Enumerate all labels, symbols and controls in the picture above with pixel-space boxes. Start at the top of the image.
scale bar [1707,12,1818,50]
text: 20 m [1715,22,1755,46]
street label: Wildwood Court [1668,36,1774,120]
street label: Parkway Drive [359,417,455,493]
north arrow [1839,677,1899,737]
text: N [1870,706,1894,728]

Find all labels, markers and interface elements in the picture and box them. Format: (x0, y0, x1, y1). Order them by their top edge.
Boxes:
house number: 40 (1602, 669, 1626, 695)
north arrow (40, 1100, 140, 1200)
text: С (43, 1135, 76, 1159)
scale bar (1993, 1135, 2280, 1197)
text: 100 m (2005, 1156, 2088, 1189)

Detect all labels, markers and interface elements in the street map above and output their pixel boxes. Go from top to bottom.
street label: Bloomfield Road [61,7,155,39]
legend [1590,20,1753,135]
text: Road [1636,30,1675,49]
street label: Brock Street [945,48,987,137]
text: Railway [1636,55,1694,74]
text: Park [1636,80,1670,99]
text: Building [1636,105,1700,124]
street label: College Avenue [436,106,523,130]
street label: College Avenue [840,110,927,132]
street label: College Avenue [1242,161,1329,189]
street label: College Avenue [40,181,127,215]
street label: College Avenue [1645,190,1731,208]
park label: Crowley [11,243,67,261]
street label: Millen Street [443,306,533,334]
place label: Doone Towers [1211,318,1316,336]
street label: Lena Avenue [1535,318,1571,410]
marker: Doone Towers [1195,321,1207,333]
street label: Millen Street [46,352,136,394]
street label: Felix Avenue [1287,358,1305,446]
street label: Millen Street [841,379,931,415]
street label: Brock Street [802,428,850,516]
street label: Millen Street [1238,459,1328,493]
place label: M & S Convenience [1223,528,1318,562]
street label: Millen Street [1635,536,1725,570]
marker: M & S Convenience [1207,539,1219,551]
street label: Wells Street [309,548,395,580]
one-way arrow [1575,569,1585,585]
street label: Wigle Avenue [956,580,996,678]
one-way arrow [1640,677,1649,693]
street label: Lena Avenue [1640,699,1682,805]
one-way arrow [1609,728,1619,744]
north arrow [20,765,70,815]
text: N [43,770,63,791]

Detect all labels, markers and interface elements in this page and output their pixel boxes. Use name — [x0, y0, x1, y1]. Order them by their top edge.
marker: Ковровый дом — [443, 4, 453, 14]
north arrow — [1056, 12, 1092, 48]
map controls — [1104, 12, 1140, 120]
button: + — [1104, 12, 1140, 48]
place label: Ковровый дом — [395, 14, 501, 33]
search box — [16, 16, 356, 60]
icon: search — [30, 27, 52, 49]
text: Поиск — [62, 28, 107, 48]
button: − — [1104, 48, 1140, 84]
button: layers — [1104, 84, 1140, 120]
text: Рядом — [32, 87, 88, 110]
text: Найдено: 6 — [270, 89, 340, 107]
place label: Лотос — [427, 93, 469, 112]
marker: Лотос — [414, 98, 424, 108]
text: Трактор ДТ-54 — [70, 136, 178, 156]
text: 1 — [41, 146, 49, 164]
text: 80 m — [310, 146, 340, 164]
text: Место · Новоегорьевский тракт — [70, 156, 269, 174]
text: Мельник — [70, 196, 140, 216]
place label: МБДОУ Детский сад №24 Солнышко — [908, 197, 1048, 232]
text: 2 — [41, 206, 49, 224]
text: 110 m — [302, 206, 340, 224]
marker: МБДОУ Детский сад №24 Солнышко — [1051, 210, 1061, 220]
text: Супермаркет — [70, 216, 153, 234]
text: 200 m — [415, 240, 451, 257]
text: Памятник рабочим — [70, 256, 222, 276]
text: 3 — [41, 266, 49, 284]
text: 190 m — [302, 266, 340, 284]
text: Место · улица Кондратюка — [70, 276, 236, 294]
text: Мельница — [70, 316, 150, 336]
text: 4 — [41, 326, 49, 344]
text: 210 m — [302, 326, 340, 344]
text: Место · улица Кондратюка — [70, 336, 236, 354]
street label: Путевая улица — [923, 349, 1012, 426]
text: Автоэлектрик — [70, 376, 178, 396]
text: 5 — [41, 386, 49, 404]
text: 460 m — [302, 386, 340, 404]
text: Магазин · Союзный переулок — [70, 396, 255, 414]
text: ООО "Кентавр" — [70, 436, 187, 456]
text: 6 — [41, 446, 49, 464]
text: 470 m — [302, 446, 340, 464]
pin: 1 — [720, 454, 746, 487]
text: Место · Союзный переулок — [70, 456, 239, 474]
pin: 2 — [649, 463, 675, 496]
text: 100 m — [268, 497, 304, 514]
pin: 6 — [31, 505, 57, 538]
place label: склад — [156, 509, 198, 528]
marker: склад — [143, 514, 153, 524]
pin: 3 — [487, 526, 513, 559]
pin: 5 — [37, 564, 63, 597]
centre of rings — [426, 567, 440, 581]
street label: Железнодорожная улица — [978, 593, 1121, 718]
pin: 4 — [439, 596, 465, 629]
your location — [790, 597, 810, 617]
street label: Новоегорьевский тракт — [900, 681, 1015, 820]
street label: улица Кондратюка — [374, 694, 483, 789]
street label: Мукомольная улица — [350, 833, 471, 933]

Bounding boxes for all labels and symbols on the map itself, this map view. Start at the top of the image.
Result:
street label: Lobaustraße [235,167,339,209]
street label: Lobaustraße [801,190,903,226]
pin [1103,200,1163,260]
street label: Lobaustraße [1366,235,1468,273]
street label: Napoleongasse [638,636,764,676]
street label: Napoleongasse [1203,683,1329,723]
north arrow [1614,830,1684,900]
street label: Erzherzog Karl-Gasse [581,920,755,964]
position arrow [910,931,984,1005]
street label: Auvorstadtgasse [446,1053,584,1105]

■ ■ ■ ■ ■ ■ ■

## What is required
What is needed is every line from the start of the entries through the line containing "Find all labels, markers", returned word for word and nothing else.

## Solved problem
Enumerate all labels, symbols and controls in the picture above with pixel-space boxes. Start at the top of the image.
scale bar [1707,12,1818,50]
text: 20 m [1715,22,1755,46]
street label: Wildwood Court [1668,36,1774,120]
street label: Parkway Drive [359,417,455,493]
north arrow [1839,677,1899,737]
text: N [1870,706,1894,728]

Find all labels, markers and interface elements in the picture and box them. Format: (x0, y0, x1, y1). Order them by their top edge.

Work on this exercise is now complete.